Saturday, November 17, 2007

TIAGASIAB

There IS a god and She is a BUCKEYE!
Today: The Ohio State Buckeyes 14, that lowly team from Michigan 3

OSU is now 11-1, outright winners of the Big Ten conference two years in a row, and almost certainly headed to the Rose Bowl on New Year's Day. If you're a Buckeye, it just doesn't get much better than this....

My recommended celebration: A cold bottle of Anchor Steam, from San Francisco's Anchor Brewing Company. Every time I have one of these, I immediately get transported back to Fisherman's Wharf in San Fran and the smell of fresh crab and shrimp and fried calamari. This beer has history, taste, and character, and worth every penny.




Monday, November 12, 2007

Da BIGGEST Game

That's right, this Saturday is not the Big Game but the BIGGEST GAME: The Ohio State University vs. that funky old Michigan team. Being a born-in-Ohio Buckeye, this means a lot to me, along with, oh, the other however-many-more-million of us Buckeye Staters. Here are a few fast facts about this legendary series:

* First game: 1897

* Played every year since 1918

* Last regular season game for both teams since 1935

* Voted by ESPN in 2000 as the greatest North American sports rivalry

This year's game: at Michigan Stadium (107,501) with Ohio State ranked 7th nationally at 10-1 and Michigan ranked 23rd, at 8-3. At stake (besides, of course, PRIDE) is the Big 10 championship and a spot in the Rose Bowl/national playoff picture. (Check out this countdown-to-game-time clock as needed. And see the cool pic of former OSU coach Woody Hayes below, too.)

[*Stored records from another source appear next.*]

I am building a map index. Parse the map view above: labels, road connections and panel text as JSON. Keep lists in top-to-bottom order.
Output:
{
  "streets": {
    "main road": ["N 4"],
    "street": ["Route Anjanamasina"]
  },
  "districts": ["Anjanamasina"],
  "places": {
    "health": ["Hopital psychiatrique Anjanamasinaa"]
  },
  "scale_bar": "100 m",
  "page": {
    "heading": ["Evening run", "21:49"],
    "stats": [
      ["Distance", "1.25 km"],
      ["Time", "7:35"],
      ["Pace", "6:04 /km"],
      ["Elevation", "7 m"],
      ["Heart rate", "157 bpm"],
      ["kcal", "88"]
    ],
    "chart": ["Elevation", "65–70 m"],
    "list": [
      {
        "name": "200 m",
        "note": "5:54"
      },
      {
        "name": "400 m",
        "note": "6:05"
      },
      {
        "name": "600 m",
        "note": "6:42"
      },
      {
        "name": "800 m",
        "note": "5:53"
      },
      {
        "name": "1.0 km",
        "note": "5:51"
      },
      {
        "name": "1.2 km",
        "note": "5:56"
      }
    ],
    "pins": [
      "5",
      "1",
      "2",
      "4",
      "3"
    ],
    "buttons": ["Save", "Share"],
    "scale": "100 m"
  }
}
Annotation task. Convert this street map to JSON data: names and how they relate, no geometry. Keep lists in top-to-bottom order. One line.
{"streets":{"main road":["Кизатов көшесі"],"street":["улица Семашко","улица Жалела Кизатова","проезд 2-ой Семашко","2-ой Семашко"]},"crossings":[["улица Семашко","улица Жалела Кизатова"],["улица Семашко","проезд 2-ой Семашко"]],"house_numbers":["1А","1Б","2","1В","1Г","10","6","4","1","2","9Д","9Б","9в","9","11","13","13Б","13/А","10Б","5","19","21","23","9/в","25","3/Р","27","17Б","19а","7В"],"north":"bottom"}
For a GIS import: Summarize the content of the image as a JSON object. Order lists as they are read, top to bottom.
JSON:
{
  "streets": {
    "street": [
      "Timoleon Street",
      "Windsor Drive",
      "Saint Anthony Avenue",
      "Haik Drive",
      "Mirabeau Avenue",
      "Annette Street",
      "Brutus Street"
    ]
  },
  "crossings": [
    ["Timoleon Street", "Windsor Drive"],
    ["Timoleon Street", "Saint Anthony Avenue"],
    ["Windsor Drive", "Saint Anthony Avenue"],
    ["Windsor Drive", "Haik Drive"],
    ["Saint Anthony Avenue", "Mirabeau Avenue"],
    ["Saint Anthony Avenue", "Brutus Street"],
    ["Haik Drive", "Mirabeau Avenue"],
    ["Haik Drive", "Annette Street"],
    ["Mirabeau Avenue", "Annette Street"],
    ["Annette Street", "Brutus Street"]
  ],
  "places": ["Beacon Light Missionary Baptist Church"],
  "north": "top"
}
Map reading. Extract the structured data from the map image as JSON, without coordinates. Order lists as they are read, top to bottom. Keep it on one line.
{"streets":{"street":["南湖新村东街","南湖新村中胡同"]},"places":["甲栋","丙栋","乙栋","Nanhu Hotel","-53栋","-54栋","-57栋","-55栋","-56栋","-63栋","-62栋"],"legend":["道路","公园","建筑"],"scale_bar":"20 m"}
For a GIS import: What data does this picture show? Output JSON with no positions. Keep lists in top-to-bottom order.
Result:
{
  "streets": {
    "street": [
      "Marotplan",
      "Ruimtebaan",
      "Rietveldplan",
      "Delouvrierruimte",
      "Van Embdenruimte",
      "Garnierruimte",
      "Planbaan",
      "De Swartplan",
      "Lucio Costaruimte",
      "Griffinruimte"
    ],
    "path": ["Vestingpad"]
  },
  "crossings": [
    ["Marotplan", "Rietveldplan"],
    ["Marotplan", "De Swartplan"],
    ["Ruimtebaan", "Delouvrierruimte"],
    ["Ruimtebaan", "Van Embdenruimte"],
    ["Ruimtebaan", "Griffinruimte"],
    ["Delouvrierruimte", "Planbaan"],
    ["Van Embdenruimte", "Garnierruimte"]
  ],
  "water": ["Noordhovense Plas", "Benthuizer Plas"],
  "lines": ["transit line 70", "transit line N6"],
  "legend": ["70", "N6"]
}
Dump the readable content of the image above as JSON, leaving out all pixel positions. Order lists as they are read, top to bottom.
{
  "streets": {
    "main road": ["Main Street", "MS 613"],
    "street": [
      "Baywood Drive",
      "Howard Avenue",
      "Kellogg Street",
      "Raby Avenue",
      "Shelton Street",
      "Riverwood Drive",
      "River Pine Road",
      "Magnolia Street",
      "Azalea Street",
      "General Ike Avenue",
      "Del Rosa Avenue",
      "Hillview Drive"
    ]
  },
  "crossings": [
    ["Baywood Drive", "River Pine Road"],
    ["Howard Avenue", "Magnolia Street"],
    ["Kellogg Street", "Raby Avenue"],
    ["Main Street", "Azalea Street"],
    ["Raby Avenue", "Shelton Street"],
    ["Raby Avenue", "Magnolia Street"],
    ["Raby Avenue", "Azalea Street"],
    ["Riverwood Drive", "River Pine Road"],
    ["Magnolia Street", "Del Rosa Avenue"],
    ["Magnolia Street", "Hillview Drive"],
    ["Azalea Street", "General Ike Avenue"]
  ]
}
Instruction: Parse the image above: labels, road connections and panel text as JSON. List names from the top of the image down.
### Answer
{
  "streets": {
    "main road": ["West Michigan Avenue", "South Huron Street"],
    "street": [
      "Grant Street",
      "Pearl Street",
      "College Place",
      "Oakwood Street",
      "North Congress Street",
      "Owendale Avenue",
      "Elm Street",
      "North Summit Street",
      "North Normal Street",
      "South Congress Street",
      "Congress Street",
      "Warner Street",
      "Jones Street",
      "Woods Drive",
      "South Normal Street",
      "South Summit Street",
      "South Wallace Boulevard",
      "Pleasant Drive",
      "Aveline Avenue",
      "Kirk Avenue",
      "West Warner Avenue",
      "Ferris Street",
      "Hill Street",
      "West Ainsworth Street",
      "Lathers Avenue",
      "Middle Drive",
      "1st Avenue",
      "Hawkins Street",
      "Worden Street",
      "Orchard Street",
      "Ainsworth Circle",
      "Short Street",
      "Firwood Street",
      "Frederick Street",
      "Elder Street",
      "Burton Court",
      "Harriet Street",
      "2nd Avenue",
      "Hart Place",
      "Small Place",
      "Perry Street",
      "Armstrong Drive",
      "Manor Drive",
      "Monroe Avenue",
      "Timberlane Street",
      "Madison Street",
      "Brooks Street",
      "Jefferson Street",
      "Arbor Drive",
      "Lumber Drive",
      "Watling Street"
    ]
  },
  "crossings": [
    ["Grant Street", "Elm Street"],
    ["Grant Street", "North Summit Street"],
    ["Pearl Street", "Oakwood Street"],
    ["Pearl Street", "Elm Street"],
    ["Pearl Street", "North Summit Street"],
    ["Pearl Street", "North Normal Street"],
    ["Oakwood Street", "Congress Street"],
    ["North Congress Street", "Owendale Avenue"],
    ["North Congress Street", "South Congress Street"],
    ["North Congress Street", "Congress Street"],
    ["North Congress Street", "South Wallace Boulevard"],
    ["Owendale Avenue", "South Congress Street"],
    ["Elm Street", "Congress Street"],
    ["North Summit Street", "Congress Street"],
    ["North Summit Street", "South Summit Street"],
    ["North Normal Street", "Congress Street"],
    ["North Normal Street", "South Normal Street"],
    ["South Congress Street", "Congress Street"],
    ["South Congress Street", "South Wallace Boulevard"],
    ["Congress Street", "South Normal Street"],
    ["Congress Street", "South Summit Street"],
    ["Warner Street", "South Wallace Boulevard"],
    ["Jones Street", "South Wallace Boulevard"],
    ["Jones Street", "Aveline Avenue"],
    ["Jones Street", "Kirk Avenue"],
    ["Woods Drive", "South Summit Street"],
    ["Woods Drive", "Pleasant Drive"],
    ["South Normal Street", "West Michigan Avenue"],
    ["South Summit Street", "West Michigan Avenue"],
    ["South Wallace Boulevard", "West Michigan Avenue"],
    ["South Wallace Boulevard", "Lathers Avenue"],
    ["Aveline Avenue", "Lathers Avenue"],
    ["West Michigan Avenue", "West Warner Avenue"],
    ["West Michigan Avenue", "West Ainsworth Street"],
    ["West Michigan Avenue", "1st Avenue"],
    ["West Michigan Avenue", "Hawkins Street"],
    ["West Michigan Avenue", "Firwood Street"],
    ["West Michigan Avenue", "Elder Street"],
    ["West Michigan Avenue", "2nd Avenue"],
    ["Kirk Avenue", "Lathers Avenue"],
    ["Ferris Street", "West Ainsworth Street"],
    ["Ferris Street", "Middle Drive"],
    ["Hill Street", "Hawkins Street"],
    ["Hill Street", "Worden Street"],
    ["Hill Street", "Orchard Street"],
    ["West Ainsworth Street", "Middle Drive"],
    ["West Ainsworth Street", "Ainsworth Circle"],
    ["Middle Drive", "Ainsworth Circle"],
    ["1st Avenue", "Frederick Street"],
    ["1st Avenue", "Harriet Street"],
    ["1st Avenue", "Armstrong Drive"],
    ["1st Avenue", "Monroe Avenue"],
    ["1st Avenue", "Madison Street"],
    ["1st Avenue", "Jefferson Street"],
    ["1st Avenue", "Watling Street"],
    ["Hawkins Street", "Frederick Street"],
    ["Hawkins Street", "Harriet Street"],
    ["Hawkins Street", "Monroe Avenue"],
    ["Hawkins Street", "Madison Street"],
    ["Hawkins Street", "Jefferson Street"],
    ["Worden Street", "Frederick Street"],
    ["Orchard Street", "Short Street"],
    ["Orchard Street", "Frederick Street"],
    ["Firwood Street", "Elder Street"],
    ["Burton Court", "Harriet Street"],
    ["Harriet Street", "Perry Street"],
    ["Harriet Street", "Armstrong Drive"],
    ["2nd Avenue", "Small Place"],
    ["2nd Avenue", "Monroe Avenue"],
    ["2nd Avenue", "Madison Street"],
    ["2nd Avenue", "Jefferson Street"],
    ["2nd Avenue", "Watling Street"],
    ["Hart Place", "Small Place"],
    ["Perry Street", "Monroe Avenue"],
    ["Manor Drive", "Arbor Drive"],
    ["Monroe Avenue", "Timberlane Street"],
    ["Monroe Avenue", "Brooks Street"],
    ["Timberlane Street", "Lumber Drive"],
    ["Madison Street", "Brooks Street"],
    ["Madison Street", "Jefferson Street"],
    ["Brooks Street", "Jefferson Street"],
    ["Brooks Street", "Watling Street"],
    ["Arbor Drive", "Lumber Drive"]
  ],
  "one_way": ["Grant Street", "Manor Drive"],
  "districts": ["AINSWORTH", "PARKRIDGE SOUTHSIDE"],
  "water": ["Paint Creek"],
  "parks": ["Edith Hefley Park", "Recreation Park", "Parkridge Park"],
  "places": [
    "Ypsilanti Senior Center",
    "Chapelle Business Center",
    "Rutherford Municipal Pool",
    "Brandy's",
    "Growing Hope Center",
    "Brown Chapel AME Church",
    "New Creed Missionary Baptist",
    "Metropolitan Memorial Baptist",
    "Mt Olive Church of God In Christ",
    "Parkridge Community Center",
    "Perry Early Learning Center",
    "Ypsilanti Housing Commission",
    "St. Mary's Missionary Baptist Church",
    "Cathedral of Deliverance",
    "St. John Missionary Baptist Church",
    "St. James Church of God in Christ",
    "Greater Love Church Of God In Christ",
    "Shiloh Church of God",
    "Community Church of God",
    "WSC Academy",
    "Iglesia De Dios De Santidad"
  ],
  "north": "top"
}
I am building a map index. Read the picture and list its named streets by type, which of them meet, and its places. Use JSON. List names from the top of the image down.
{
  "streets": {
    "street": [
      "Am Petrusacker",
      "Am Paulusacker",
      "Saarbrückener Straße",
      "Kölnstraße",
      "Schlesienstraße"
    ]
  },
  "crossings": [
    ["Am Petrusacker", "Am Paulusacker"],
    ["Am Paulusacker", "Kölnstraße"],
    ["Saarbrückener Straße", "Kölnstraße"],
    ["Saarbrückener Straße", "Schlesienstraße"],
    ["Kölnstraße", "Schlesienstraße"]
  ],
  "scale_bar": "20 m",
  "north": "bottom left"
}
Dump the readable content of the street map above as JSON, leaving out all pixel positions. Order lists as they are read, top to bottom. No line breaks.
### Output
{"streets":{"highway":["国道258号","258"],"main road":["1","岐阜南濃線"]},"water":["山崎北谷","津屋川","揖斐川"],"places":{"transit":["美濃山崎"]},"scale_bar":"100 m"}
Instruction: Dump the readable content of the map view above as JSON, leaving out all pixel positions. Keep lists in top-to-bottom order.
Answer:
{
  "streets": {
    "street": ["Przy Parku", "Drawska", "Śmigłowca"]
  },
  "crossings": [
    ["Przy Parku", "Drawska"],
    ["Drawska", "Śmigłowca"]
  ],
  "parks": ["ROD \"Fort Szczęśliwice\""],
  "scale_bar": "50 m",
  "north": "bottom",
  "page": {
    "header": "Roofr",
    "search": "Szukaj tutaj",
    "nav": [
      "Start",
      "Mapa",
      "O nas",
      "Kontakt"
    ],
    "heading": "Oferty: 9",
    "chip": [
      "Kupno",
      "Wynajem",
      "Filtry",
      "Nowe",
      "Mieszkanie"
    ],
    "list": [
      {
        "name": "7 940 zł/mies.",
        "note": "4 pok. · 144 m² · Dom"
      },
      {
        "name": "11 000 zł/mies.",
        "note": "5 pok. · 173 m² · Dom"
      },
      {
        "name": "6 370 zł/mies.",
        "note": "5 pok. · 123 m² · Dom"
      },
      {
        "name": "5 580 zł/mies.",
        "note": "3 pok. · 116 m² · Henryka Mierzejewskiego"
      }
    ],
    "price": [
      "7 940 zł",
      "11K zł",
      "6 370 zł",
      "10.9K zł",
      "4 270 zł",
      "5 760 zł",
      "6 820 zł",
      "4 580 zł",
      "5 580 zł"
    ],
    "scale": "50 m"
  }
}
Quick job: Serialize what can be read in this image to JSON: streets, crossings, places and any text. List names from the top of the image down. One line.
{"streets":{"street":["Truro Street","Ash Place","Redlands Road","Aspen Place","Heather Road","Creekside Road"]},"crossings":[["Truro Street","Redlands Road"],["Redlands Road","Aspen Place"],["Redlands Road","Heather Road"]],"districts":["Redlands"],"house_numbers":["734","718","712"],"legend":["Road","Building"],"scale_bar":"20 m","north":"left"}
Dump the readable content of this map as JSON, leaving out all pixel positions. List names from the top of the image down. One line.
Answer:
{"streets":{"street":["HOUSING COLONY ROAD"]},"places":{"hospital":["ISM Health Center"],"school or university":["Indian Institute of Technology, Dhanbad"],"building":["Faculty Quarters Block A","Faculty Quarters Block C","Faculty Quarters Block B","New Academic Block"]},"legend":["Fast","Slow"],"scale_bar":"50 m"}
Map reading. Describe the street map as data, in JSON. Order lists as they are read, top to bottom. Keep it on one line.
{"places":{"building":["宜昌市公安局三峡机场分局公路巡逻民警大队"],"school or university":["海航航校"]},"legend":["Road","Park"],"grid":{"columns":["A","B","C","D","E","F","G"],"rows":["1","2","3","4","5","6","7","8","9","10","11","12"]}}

No predictions; just know that I'll be tailgating in my living room, ready to cheer on the Buckeyes, and ready to call my dear friend Dave W (even though he lives in MI) once the Buckeyes win.

Now, what does the OSU-Michigan game have to do with food and wine, you ask? It's a chance to poke fun at Michiganders! So here goes. You know you're from Michigan when:

* You only own three spices: salt, pepper, and ketchup

* You go trick-or-treating for Halloween candy with your costume over your snowsuit

* You have 10 favorite recipes for venison

* You know which leaves make good toilet paper

* Your car trunk doubles as a freezer

* You actually understand what "hoagie", "chipped ham" and "pop" mean

* You learned how to read from Campbell's Alphabet soup

* You think Kraft Macaroni and Cheese is one of the best foods ever (because of a box of it only costs $.79)

Go Buckeyes!

Friday, November 2, 2007

Sweet (Potato) Memories

Food and wine to me have a huge time element to them. I love the anticipation of a soon-to-be-had meal or restaurant excursion. Enjoying something wonderful, especially a great wine, has an immediate here-and-now, in-the-moment aspect. And of course there's the past, the memories of pleasurable meals, wonderful food and wine experiences, even favorite childhood foods. And when I think about childhood foods, I think too of the people involved with those. Two immediately pop into my mind: with my Dad at a Cleveland Indians game at old Municipal Stadium, eating foot-long hot dogs with their stadium mustard; and my Mom, and the special dishes she prepared around the holidays.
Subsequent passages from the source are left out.